Find the line with "c.setLineDash([]);" in the entries below. Repeat it, every following line, and the line with "c.rotate((+turn || 0) * Math.PI / 180);", exactly and with nothing added.
++++ Given records
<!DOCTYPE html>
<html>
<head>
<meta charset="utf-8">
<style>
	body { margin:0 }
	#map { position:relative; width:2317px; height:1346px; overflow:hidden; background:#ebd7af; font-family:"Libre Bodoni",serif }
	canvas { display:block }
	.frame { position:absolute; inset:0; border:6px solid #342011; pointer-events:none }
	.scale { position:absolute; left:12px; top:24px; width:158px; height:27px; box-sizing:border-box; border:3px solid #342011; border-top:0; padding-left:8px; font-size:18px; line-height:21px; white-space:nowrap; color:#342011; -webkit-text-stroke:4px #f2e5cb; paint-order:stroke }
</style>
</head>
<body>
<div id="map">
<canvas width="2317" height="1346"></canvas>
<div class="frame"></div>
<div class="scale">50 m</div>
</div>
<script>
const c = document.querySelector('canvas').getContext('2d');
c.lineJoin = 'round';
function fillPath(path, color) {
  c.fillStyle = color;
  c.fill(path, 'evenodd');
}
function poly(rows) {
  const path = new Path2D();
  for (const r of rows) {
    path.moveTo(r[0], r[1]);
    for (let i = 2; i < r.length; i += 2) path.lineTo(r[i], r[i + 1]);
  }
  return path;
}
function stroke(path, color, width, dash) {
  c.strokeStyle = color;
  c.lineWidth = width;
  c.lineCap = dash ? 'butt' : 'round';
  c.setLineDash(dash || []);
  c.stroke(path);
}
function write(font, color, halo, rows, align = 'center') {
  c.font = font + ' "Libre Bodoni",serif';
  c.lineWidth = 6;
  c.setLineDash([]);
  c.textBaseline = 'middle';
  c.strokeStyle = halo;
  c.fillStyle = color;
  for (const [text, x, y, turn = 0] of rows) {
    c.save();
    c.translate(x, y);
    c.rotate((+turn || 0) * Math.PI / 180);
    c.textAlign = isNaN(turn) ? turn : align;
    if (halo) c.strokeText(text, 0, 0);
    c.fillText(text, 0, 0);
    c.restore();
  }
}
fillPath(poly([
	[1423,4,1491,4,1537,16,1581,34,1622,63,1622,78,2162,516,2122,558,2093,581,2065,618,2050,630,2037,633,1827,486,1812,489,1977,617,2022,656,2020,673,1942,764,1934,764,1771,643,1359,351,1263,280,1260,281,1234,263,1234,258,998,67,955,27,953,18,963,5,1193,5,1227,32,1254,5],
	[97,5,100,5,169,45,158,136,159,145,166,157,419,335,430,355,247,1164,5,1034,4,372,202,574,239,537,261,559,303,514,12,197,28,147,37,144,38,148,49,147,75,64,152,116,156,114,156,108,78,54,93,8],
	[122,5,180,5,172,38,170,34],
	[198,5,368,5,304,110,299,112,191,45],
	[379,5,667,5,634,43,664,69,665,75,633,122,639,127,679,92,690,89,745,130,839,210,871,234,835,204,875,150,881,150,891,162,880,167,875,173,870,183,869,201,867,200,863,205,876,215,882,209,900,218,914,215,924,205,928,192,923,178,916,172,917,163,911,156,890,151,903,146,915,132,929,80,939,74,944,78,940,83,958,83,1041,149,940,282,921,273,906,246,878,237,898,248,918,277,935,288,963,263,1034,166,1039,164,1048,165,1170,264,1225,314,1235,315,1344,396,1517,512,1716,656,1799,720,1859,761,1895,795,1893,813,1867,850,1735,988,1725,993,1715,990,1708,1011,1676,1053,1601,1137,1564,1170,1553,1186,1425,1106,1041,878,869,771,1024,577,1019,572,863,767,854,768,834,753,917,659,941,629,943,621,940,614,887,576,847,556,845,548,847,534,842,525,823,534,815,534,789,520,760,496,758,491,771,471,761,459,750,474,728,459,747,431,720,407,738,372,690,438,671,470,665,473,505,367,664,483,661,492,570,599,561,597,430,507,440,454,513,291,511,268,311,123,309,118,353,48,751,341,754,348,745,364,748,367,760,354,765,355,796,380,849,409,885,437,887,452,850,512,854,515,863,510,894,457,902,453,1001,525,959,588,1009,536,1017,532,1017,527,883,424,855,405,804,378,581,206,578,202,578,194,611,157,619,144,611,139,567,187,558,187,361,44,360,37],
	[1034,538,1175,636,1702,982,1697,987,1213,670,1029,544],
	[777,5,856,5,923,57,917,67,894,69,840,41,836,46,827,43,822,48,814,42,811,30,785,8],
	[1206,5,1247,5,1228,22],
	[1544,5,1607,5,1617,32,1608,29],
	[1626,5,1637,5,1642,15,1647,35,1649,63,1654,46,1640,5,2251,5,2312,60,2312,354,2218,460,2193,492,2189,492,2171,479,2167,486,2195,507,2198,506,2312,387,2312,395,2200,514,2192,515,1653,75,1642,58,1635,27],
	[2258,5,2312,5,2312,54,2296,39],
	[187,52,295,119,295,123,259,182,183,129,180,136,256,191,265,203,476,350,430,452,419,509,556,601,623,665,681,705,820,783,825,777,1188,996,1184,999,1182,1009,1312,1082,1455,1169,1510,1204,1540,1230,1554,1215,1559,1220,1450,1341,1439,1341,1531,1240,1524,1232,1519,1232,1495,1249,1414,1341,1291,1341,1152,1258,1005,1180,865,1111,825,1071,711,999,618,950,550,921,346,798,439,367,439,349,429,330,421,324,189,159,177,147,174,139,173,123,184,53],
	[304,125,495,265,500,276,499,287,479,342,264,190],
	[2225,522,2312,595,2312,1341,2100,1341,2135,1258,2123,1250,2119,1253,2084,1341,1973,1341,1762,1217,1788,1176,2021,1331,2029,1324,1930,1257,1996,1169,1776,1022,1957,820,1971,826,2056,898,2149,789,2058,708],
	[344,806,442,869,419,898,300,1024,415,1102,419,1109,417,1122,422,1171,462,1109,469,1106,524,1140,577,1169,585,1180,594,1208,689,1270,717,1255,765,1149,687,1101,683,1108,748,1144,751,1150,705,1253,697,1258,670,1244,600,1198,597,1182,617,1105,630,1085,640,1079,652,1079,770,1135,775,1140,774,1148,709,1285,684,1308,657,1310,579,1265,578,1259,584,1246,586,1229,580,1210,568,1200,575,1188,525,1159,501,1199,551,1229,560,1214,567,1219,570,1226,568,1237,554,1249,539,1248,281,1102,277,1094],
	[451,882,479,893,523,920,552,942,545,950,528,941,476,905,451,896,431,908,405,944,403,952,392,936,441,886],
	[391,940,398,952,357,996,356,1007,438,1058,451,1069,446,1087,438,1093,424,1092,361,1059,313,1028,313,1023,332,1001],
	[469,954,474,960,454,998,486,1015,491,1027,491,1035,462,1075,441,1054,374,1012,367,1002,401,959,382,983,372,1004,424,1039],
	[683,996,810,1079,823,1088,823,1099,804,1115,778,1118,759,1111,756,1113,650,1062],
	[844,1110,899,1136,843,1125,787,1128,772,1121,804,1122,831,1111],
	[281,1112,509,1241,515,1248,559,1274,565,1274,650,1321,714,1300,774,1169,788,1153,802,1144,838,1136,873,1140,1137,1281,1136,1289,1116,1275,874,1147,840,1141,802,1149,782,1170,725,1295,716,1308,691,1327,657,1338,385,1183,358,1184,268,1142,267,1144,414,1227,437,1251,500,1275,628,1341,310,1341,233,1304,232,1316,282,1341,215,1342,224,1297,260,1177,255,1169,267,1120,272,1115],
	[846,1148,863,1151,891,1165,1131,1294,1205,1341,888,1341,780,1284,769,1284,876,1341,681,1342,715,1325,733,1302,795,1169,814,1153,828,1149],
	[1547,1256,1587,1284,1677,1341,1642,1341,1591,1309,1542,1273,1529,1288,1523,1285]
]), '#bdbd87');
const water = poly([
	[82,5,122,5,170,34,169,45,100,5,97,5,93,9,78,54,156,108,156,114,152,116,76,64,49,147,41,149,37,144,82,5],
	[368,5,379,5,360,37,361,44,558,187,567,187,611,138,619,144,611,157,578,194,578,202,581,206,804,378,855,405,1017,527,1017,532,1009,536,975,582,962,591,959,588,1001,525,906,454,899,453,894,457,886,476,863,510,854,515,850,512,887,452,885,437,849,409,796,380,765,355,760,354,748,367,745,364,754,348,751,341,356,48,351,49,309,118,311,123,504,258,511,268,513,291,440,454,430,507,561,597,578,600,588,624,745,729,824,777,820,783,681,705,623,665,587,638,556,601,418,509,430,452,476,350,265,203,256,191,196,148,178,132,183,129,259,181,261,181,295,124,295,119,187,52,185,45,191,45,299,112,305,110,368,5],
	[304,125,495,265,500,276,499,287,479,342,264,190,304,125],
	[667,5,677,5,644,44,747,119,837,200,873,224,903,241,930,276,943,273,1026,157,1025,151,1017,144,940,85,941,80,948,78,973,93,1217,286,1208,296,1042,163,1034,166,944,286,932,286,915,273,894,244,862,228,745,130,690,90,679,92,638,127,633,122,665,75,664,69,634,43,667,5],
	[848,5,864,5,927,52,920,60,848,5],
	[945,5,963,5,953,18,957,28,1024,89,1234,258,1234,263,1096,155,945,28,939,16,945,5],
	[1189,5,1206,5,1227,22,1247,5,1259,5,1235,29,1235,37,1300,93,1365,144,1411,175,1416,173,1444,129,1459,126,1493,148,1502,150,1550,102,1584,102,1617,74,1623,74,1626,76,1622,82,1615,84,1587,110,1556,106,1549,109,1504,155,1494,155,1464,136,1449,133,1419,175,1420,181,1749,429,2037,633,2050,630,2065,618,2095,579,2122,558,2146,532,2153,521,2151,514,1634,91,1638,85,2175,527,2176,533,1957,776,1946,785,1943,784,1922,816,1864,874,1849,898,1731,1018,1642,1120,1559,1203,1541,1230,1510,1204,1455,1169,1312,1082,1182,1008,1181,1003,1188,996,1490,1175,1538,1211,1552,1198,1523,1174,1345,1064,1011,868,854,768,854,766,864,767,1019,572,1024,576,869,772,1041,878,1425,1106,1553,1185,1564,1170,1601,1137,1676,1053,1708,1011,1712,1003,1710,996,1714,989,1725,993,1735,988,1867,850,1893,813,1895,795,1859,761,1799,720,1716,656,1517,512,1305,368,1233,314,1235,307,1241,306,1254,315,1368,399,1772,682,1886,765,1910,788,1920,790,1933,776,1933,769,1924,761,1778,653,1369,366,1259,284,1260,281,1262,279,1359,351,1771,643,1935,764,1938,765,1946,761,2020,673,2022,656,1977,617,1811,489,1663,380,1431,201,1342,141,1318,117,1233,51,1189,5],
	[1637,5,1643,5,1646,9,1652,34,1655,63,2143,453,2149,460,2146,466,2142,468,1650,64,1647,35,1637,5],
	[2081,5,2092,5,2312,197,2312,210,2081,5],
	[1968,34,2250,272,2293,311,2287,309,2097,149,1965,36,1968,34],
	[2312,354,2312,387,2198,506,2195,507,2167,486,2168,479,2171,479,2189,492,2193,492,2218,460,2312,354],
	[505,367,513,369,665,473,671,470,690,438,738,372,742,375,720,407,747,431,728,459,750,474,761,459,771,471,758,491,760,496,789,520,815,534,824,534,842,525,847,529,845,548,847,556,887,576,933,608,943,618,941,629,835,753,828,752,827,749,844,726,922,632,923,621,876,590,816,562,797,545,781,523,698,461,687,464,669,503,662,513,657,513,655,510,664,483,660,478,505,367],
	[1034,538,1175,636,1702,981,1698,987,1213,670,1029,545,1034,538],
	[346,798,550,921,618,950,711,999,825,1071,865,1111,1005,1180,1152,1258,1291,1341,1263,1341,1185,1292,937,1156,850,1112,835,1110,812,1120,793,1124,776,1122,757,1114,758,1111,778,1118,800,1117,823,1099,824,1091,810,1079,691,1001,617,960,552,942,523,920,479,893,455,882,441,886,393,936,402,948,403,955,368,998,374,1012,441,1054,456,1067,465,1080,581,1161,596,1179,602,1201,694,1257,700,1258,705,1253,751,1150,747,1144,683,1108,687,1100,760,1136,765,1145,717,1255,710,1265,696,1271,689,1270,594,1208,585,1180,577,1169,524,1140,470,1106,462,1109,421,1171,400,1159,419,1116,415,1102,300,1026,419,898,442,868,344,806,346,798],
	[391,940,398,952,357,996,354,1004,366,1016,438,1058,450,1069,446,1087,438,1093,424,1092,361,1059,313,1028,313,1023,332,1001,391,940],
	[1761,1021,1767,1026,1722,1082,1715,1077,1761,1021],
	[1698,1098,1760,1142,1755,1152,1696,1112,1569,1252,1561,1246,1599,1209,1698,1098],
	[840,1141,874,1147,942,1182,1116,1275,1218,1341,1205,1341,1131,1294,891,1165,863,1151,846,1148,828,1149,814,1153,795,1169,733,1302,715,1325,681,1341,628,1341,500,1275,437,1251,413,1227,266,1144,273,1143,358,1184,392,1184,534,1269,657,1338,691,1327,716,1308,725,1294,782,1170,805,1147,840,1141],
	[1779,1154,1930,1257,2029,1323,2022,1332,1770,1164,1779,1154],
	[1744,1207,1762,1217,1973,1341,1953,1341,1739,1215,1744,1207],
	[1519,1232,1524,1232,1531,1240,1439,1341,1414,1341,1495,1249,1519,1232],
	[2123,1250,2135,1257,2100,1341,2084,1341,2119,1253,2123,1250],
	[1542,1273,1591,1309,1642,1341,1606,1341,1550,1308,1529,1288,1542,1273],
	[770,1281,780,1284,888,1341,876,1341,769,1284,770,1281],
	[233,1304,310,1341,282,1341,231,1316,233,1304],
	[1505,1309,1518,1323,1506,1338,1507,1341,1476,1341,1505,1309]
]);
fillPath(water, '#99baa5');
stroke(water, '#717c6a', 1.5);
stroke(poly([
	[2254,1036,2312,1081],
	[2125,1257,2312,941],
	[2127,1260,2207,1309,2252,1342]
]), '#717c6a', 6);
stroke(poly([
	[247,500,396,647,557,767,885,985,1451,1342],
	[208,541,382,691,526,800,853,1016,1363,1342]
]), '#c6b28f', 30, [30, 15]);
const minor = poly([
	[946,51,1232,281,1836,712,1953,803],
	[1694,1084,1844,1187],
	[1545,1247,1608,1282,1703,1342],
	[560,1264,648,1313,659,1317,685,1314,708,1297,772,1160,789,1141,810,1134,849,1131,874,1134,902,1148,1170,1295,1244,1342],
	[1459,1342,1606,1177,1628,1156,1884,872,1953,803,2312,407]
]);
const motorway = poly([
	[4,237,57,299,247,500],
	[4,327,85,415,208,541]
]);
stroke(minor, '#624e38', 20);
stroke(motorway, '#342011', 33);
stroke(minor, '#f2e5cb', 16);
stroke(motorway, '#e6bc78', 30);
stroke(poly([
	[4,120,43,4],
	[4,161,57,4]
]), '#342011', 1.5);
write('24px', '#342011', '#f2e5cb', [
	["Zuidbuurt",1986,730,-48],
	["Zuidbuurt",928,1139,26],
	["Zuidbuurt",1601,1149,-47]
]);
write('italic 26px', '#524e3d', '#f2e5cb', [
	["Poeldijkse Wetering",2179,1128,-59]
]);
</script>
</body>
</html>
++++++++
- _Your response_:
  c.setLineDash([]);
  c.textBaseline = 'middle';
  c.strokeStyle = halo;
  c.fillStyle = color;
  for (const [text, x, y, turn = 0] of rows) {
    c.save();
    c.translate(x, y);
    c.rotate((+turn || 0) * Math.PI / 180);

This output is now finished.